Kearifan lokal yang masih terjaga eksistensinya hendaknya selalu dilestarikan dan
dikembangkan, seperti di Kota Surabaya contohnya, kota di mana Saya lahir dan bertumbuh.
Saya tinggal di sebuah kecamatan bernama Kecamatan Lakarsantri yang lokasinya berada di
Kota Surabaya bagian barat. Sebenarnya cukup disayangkan bahwa kearifan lokal seperti
pagelaran wayang yang dulu selalu diadakan setiap Malam Satu Suro, kini sudah jarang
terlihat. Namun harus patut disyukuri bahwa beberapa kearifan lokal seperti tradisi turun
tanah dan sedekah bumi masih senantiasa diperingati dan dirayakan oleh masyarakat Kota
Surabaya, khusunya warga Kecamatan Lakarsantri. Berikut ini Saya akan membahas kedua
kearifan lokal tersebut serta kaitannya dengan Dasar Negara Indonesia, yaitu Pancasila.

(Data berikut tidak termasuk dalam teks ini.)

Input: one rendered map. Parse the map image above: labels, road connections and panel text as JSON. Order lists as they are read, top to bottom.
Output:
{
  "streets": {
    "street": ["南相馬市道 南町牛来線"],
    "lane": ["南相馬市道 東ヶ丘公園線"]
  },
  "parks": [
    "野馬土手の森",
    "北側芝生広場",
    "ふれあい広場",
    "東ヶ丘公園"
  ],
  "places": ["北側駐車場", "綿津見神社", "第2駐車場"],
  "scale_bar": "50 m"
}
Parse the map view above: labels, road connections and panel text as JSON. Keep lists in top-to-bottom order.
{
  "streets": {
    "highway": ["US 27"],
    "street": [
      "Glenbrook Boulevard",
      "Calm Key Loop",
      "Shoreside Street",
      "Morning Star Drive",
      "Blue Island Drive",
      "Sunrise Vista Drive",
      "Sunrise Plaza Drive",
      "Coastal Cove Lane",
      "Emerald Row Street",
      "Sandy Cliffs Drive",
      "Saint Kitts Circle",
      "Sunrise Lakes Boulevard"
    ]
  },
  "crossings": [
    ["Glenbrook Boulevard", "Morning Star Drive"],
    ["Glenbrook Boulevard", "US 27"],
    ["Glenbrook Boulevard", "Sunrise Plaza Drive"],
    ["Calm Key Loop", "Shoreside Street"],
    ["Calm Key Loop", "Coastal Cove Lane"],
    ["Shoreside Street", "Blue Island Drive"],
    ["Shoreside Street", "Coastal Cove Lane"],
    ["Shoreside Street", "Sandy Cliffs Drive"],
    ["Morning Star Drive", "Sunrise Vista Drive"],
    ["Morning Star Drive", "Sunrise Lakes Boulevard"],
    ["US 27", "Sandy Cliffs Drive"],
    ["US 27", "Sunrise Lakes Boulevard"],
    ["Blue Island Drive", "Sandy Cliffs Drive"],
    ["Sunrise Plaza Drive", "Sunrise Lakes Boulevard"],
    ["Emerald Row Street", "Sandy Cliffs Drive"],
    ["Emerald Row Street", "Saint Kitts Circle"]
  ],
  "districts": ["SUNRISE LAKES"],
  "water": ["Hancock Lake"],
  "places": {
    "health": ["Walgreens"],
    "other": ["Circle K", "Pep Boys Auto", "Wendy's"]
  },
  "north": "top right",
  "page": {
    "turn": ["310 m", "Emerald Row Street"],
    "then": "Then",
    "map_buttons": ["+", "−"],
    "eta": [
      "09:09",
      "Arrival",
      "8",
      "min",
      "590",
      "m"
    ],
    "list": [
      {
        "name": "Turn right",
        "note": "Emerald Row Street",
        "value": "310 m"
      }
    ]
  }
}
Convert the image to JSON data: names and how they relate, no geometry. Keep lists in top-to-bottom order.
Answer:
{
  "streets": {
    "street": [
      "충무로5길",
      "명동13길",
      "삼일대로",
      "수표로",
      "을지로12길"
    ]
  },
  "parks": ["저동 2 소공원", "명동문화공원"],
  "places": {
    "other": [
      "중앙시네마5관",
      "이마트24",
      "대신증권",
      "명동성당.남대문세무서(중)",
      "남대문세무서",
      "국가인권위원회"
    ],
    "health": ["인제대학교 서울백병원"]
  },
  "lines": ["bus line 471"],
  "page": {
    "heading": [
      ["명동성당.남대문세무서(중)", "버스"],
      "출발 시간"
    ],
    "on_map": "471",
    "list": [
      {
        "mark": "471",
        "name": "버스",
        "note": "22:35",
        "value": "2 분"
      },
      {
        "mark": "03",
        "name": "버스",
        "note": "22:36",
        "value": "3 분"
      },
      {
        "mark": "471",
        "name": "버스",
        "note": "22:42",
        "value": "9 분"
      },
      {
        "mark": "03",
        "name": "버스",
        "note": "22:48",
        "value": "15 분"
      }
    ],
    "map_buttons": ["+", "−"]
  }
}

Yang pertama yaitu, Tradisi Turun Tanah. Tradisi turun tanah, atau tedak sinten,
merupakan tradisi orang Jawa untuk bayi yang memasuki usia tujuh bulan berdasarkan
hitungan kalender Jawa, sehingga apabila dihitung menurut kalender Masehi, tradisi ini
dilaksanakan pada bulan ke delapan setelah waktu kelahiran. Adapun makna diselenggarakan
tradisi ini adalah sebagai penghormatan kepada bumi karena bumi-lah tempat di mana
seorang anak berpijak untuk pertama kalinya. Tradisi tedak sinten memiliki beberapa
rangkaian, dimulai dari penginjakan makanan bernama “tetel” 7 warna oleh si bayi. “Tetel”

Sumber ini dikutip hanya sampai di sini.